* _Provided records_

════════════════════

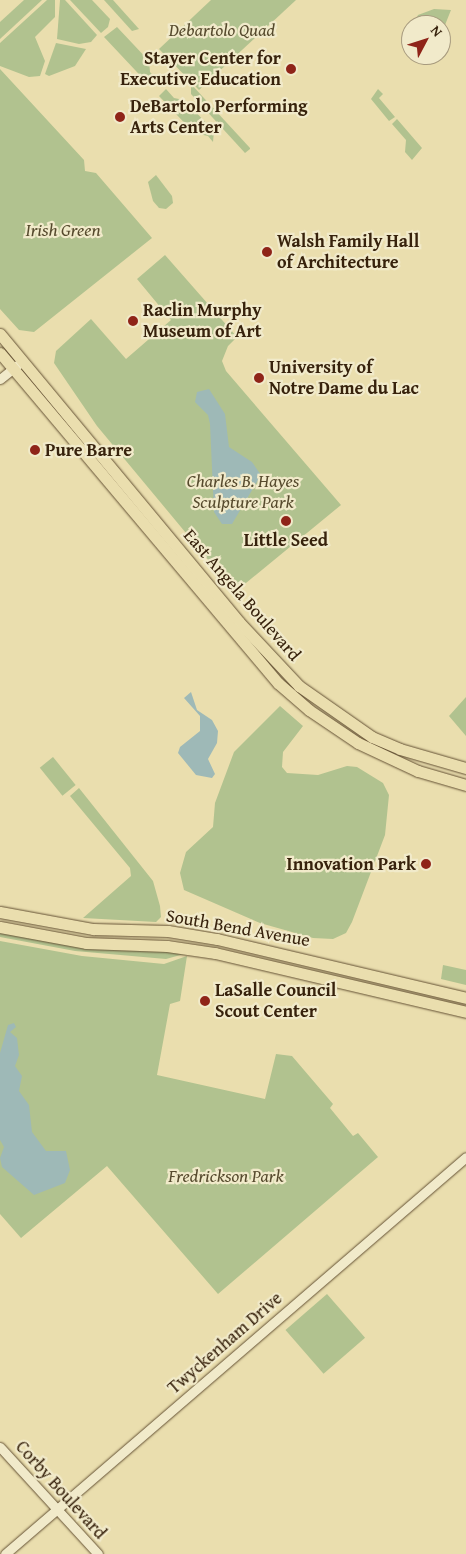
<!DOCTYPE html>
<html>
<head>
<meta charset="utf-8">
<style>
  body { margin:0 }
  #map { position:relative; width:466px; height:1554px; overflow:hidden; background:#eadeae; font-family:"Gentium Book Plus",serif }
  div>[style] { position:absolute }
  .green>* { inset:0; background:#b1c28f; transform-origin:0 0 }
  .water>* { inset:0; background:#9eb9b7 }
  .roads { filter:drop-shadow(0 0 1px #645134) drop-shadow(0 0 1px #645134) }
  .minor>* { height:9px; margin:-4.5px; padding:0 4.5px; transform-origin:4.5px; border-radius:4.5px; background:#f1eaca }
  .major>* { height:11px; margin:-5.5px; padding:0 5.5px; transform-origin:5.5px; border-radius:5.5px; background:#eadeae }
  .dots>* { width:14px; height:14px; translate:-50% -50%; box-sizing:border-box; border:2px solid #f1eaca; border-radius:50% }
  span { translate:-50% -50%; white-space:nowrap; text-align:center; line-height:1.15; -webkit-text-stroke:4.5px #f1eaca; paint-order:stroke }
  .park-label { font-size:18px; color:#564a2d; font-style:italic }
  .poi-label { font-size:18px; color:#37220c; font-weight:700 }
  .right { translate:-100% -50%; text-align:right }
  .left { translate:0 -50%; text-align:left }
  .street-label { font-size:18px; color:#37220c }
  .north { position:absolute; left:401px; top:15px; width:50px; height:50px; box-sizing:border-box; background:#f1eaca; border:1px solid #a79a7e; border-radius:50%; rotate:50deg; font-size:14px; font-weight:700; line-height:20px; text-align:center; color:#37220c }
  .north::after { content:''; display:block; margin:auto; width:18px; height:22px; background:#8f2418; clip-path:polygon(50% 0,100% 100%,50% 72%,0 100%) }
</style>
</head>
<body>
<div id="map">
  <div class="green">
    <i style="clip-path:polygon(24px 0,42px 0,0 39px,0 22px)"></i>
    <i style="clip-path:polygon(47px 0,55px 0,55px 17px,35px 37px,45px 61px,40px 76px,29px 77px,0 66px,0 43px)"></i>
    <i style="clip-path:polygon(60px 0,65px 0,97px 35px,91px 42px,79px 44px,57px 39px)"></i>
    <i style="clip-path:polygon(70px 0,92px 0,110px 19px,108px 27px,101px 33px)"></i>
    <i style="clip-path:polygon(104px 0,113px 0,139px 29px,132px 31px)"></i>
    <i style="clip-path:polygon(211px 0,296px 0,199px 90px,159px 49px)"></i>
    <i style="clip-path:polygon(434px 9px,451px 10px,441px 35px,441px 25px,413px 25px,418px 15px)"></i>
    <i style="clip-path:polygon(117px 27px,149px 61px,150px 72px,158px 81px,151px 87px,104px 37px)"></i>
    <i style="clip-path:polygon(56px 43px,86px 49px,75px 66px,49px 76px,45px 74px)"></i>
    <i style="clip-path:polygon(0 69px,84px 160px,85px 171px,96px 173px,152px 238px,34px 332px,19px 330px,0 309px)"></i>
    <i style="clip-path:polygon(191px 84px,250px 148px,250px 149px,245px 153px,191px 94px)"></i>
    <i style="clip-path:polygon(166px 89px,174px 98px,184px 100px,214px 131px,213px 142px,208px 136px,194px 133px,159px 96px)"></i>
    <i style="clip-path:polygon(378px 89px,383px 94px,379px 98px,395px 117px,389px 121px,371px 99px)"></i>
    <i style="clip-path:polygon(397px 119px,422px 148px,412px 160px,405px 152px,406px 140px,392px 124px)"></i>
    <i style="clip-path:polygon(156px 175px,172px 196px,173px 203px,166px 209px,159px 208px,153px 201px,148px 182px)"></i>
    <i style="clip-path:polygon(165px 255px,237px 337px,228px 346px,222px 361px,226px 371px,341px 505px,235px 592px,97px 426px,54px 363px,56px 351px,91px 319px,126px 359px,171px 320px,137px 279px)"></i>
    <i style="clip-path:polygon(466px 697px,466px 736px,449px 716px)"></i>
    <i style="clip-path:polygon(280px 706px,303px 726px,283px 752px,282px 767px,287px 773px,318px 775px,347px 766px,357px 767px,383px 783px,389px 795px,385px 835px,352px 922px,346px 933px,333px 939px,313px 938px,260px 923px,184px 890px,180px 873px,186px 852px,213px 827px,215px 803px,234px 752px)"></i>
    <i style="left:53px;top:757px;width:36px;height:17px;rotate:51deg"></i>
    <i style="clip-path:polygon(79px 788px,153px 881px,160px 906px,161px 917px,156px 922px,83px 918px,131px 876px,130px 868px,70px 796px)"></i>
    <i style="clip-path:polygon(0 932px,164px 951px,184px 954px,166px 959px,75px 951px,0 937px)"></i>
    <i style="clip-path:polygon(0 941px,82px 956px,164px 964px,187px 956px,180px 1001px,170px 1004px,157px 1075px,265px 1099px,276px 1054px,292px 1056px,333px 1104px,330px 1108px,353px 1136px,358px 1133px,378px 1157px,218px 1294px,107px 1166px,21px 1238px,0 1214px)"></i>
    <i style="clip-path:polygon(443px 965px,466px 970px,466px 985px,441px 979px)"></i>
    <i style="left:327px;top:1294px;width:58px;height:55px;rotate:49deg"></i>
  </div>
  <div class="water">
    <i style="clip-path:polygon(209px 389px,225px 414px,229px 447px,252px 462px,261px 475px,232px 524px,222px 524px,214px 512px,210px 424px,208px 415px,195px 402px,197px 392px)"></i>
    <i style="clip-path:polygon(191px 692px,197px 710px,212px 720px,218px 731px,217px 743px,208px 759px,215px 774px,212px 778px,196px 775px,178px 753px,180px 747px,200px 731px,200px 716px,184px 698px)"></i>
    <i style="clip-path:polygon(14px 1023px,16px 1027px,10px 1032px,17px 1038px,19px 1055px,15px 1066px,22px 1076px,19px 1091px,29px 1105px,32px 1132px,46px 1151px,66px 1151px,70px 1170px,65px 1183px,34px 1195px,2px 1167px,0 1158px,4px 1147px,0 1140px,0 1053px,8px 1025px)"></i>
  </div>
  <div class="roads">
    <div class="minor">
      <i style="left:0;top:379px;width:28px;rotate:-39deg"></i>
      <i style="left:0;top:1447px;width:145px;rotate:47.5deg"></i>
      <i style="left:5px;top:1554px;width:608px;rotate:-40.73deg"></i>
    </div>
    <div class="major">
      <i style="left:0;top:334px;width:374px;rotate:50.3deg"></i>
      <i style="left:239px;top:622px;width:88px;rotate:46.8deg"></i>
      <i style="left:299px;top:686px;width:89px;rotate:34.9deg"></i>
      <i style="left:372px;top:737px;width:30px;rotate:23deg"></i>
      <i style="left:400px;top:749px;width:69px;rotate:16.1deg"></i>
      <i style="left:0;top:353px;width:431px;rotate:49.9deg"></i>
      <i style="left:278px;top:683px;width:41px;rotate:41.1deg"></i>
      <i style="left:309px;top:710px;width:59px;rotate:34deg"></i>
      <i style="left:358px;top:743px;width:66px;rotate:25deg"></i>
      <i style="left:418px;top:771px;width:50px;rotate:16.3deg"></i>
      <i style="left:0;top:912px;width:95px;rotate:10.4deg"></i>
      <i style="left:93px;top:929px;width:75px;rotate:1.5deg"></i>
      <i style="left:168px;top:931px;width:50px;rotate:9.3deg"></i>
      <i style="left:217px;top:939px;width:256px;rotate:13.3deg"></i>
      <i style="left:0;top:927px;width:87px;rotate:10.5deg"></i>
      <i style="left:86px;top:943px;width:81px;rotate:2.1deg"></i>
      <i style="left:167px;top:946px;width:49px;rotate:8.3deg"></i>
      <i style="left:215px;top:953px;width:258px;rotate:13.2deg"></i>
    </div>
  </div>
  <div class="dots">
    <i style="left:291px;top:69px;background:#8f2418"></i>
    <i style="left:120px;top:117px;background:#8f2418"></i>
    <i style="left:267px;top:252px;background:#8f2418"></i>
    <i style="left:133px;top:321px;background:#8f2418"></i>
    <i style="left:259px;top:378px;background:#8f2418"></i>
    <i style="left:35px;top:450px;background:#8f2418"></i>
    <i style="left:286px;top:521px;background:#8f2418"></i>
    <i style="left:426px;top:864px;background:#8f2418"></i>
    <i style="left:205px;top:1001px;background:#8f2418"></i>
  </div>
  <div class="park-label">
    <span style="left:222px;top:30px">Debartolo Quad</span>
    <span style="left:63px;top:230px">Irish Green</span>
    <span style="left:243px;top:492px">Charles B. Hayes<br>Sculpture Park</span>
    <span style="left:226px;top:1176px">Fredrickson Park</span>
  </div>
  <div class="poi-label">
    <span class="right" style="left:281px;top:69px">Stayer Center for<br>Executive Education</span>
    <span class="left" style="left:130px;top:117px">DeBartolo Performing<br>Arts Center</span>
    <span class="left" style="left:277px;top:252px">Walsh Family Hall<br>of Architecture</span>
    <span class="left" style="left:143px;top:321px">Raclin Murphy<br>Museum of Art</span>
    <span class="left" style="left:269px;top:378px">University of<br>Notre Dame du Lac</span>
    <span class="left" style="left:45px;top:450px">Pure Barre</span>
    <span style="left:286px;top:540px">Little Seed</span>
    <span class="right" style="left:416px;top:864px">Innovation Park</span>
    <span class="left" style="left:215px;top:1001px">LaSalle Council<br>Scout Center</span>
  </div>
  <div class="street-label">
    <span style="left:242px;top:595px;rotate:49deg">East Angela Boulevard</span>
    <span style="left:238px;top:928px;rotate:10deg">South Bend Avenue</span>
    <span style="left:225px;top:1343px;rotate:-41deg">Twyckenham Drive</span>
    <span style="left:61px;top:1490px;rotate:48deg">Corby Boulevard</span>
  </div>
  <div class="north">N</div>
</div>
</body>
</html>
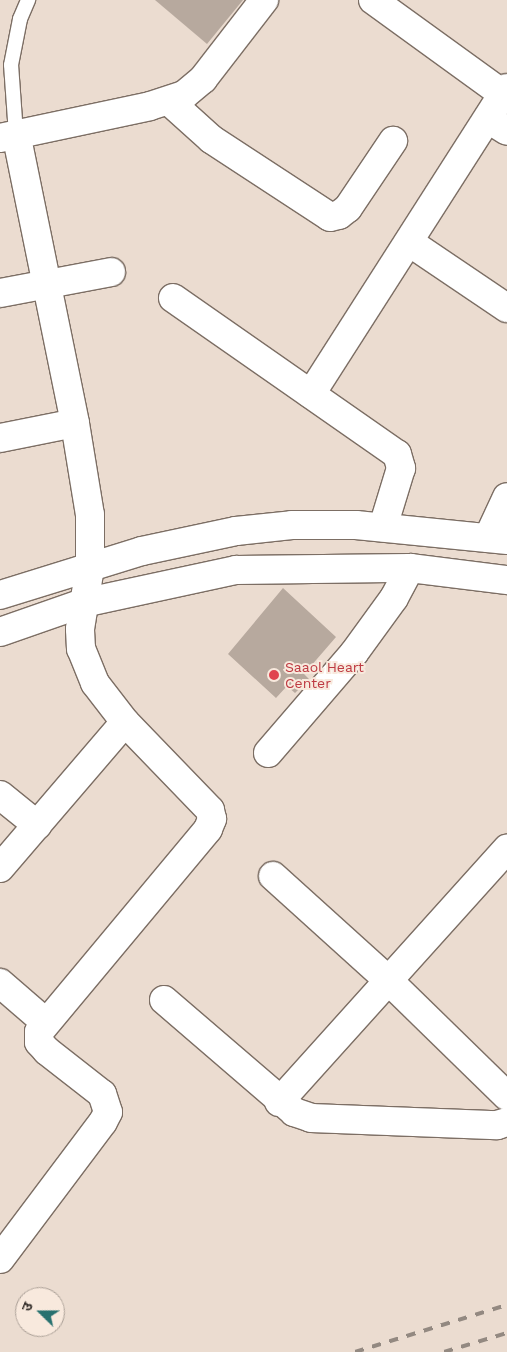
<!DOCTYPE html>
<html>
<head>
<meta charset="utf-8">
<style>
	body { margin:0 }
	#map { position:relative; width:507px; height:1352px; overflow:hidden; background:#ebdcd0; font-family:"Work Sans","Noto Sans Devanagari",sans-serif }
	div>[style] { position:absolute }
	.building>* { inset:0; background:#b7a99e }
	.roads { filter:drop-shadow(1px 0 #7c6e64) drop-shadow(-1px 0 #7c6e64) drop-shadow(0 1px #7c6e64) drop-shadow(0 -1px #7c6e64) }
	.service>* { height:14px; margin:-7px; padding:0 7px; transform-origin:7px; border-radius:7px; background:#fff }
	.minor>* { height:28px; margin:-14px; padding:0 14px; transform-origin:14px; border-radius:14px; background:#fff }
	.secondary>* { height:28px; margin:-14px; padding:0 14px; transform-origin:14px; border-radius:14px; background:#fff }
	.rail>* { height:4px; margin-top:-2px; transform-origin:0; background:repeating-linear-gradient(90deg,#938981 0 9px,transparent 0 18px) }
	.dots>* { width:14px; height:14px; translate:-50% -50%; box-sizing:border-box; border:2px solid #f8e9dd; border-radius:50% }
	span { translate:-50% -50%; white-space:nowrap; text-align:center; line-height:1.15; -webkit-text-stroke:4px #f8e9dd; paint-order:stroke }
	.health-label { font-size:14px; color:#be3a42 }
	.left { translate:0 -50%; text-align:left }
	.north { position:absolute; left:15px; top:1287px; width:50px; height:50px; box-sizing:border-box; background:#f8e9dd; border:1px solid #aa9f96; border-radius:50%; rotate:292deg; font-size:14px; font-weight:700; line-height:20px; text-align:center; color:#36302c }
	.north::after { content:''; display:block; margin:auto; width:18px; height:22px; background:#27716f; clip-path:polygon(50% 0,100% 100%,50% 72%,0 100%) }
</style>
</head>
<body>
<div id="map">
	<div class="building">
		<div style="clip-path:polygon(155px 0,243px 0,207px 44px)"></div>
		<div style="clip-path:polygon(283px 588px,336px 637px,304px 674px,309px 679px,295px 693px,287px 686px,276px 698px,228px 654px)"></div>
	</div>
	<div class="roads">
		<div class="service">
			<div style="left:16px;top:134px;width:69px;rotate:-94.1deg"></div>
			<div style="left:11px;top:65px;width:47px;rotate:-78.9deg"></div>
			<div style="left:20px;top:19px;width:21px;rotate:-67deg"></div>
		</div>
		<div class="minor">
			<div style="left:373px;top:0;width:160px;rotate:35.9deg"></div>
			<div style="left:169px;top:101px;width:57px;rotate:42.1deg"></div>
			<div style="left:211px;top:139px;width:142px;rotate:33.2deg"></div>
			<div style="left:330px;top:217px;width:9px;rotate:-13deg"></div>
			<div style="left:339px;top:215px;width:11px;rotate:-38deg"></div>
			<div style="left:348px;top:208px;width:81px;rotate:-56.1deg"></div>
			<div style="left:488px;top:119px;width:22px;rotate:32deg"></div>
			<div style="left:0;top:138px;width:153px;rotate:-12deg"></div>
			<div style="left:150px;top:106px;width:36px;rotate:-18deg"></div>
			<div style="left:184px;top:95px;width:25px;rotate:-40deg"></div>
			<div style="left:203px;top:79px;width:100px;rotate:-52.3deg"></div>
			<div style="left:409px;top:242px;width:118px;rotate:34deg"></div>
			<div style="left:0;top:293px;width:113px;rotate:-10.7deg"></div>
			<div style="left:173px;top:298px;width:273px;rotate:34.9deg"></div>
			<div style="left:397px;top:454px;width:15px;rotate:74deg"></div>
			<div style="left:401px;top:468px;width:62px;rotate:107deg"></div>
			<div style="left:311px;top:394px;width:363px;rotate:-57.4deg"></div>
			<div style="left:0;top:438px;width:76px;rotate:-11.3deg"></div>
			<div style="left:488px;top:538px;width:45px;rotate:-65.1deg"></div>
			<div style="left:268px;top:753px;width:132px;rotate:-49.3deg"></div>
			<div style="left:354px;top:653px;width:68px;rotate:-54deg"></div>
			<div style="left:394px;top:598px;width:34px;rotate:-62deg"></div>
			<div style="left:0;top:795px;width:48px;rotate:39deg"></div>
			<div style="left:0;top:868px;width:192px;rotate:-49.4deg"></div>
			<div style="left:273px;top:876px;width:155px;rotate:42.1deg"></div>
			<div style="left:388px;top:980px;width:166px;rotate:44.3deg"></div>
			<div style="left:0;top:983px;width:60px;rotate:40.9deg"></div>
			<div style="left:164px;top:1000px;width:172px;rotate:40.7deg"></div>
			<div style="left:294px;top:1112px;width:18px;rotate:19deg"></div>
			<div style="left:311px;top:1118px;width:186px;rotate:2.2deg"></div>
			<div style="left:497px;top:1125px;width:10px;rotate:-17deg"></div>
			<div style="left:279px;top:1102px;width:341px;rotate:-48deg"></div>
			<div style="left:0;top:1259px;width:171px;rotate:-53.1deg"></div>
			<div style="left:103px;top:1122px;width:11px;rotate:-63deg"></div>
			<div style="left:108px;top:1112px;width:19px;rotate:-108deg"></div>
			<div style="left:102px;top:1094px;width:70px;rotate:-142deg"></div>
			<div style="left:47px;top:1051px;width:12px;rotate:-132deg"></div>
			<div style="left:39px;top:1042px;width:10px;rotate:-90deg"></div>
			<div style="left:39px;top:1032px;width:264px;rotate:-50.2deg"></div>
			<div style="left:208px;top:829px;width:11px;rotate:-68deg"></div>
			<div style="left:212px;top:819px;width:9px;rotate:-103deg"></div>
			<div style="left:210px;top:810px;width:122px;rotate:-134deg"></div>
			<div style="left:125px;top:722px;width:49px;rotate:-127.6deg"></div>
			<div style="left:95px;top:683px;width:37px;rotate:-112deg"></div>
			<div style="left:81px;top:649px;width:20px;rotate:-93deg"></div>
			<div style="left:80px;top:629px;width:63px;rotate:-80.8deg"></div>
			<div style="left:90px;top:567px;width:52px;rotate:-90deg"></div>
			<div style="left:90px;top:515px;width:93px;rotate:-99.3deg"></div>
			<div style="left:75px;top:423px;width:295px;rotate:-101.5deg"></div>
		</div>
		<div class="secondary">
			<div style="left:0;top:595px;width:149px;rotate:-17.2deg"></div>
			<div style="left:142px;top:551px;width:96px;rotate:-12deg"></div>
			<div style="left:236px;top:531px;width:56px;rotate:-6.1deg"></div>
			<div style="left:292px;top:525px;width:64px"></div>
			<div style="left:356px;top:525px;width:152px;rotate:5.7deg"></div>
			<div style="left:0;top:632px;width:88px;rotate:-19.3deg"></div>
			<div style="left:83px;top:603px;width:157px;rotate:-12.2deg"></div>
			<div style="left:236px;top:570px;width:174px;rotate:-0.7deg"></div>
			<div style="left:410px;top:568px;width:98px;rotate:7.1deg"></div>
		</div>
	</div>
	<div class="rail">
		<div style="left:355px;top:1352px;width:159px;rotate:-17.2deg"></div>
		<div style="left:444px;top:1352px;width:66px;rotate:-16.8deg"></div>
	</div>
	<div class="dots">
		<div style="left:274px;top:675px;background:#e0444e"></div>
	</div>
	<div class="health-label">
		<span class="left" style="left:285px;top:675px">Saaol Heart<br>Center</span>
	</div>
	<div class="north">उ</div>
</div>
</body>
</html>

════════════════════

* _Prompt_
Both ends included, copy word for word the lines from the top of the entries above through the line with "border:2px solid #f1eaca;". No pictures.

* _Worked solution_
<!DOCTYPE html>
<html>
<head>
<meta charset="utf-8">
<style>
  body { margin:0 }
  #map { position:relative; width:466px; height:1554px; overflow:hidden; background:#eadeae; font-family:"Gentium Book Plus",serif }
  div>[style] { position:absolute }
  .green>* { inset:0; background:#b1c28f; transform-origin:0 0 }
  .water>* { inset:0; background:#9eb9b7 }
  .roads { filter:drop-shadow(0 0 1px #645134) drop-shadow(0 0 1px #645134) }
  .minor>* { height:9px; margin:-4.5px; padding:0 4.5px; transform-origin:4.5px; border-radius:4.5px; background:#f1eaca }
  .major>* { height:11px; margin:-5.5px; padding:0 5.5px; transform-origin:5.5px; border-radius:5.5px; background:#eadeae }
  .dots>* { width:14px; height:14px; translate:-50% -50%; box-sizing:border-box; border:2px solid #f1eaca; border-radius:50% }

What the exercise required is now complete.